Senior Research Fellow of Pakistan Navy War College and author of the doctrine retired Commander Muhammad Azam Khan, speaking at the Centre for International Strategic Studies (CISS), said the doctrine aimed at developing coherence and uniformity of thought and action within Pakistan Navy and promoting cooperation with Army, Air Force, allied navies and coalition partners.
He said the doctrine would further give contextual clarity to all stakeholders and observers of maritime developments in Pakistan.
Cdr Khan gave an overview of the doctrine and said its formulation had been necessitated by the evolving threat matrix and maritime environment in the IOR.
“With the regional environment of IOR being marred by uncertainty and political instability, Pakistan has to maintain its maritime security, be cognisant of its security interests and put forth its doctrinal assumptions based on concepts governing application of maritime forces, the command and control structures and a carefully crafted role for its naval forces,” he said.

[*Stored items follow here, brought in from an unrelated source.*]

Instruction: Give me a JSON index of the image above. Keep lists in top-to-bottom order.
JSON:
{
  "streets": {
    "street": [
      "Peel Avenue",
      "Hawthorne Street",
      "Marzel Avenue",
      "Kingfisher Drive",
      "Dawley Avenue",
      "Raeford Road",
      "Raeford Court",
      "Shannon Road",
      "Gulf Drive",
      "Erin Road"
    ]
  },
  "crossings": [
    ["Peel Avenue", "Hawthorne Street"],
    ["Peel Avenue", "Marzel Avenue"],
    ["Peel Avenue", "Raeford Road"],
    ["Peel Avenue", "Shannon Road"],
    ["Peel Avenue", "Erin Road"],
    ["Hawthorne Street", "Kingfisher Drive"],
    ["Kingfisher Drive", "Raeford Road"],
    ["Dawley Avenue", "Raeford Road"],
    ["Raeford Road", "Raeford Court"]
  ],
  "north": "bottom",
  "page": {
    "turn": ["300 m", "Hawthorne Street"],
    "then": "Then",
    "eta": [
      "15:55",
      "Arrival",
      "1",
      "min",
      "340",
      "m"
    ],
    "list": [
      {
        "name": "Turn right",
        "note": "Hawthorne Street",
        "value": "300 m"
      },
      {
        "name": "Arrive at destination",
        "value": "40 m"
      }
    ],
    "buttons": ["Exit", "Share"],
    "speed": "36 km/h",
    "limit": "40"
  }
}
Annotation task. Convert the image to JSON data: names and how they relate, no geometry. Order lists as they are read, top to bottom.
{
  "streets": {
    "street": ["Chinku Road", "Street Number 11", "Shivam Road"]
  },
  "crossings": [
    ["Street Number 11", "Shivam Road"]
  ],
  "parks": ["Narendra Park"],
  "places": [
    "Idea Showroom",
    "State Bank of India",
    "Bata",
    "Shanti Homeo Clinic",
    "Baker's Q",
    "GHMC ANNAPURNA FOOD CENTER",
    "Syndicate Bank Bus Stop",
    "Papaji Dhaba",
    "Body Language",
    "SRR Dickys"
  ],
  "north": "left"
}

Besides the security element and development of better ties with allied navies, the doctrine also envisages protection of shipping and commercial interests and addressing issues like climate change and rise of sea level.
Retired Naval Chief Admiral Asif Sandila spoke about sea-blindness in Pakistan’s doctrinal thinking – an inability to appreciate the central role the oceans and naval power play in securing strategic security and economic prosperity.
Adm Sandila said the two areas that required special attention in the debate on maritime doctrine were development of an assured second-strike capability and the increasing need for delving into cooperative mechanisms as a tool for crisis management.
CISS Executive Director Amb Ali Sarwar Naqvi stated that Pakistan was located strategically with a multidimensional naval force whose force structure made it a reckonable power in the Indian Ocean Region.
“The evolving strategic environment in the region requires Pakistan Navy to develop a balanced mix of capabilities to rise up to the challenge,” he said.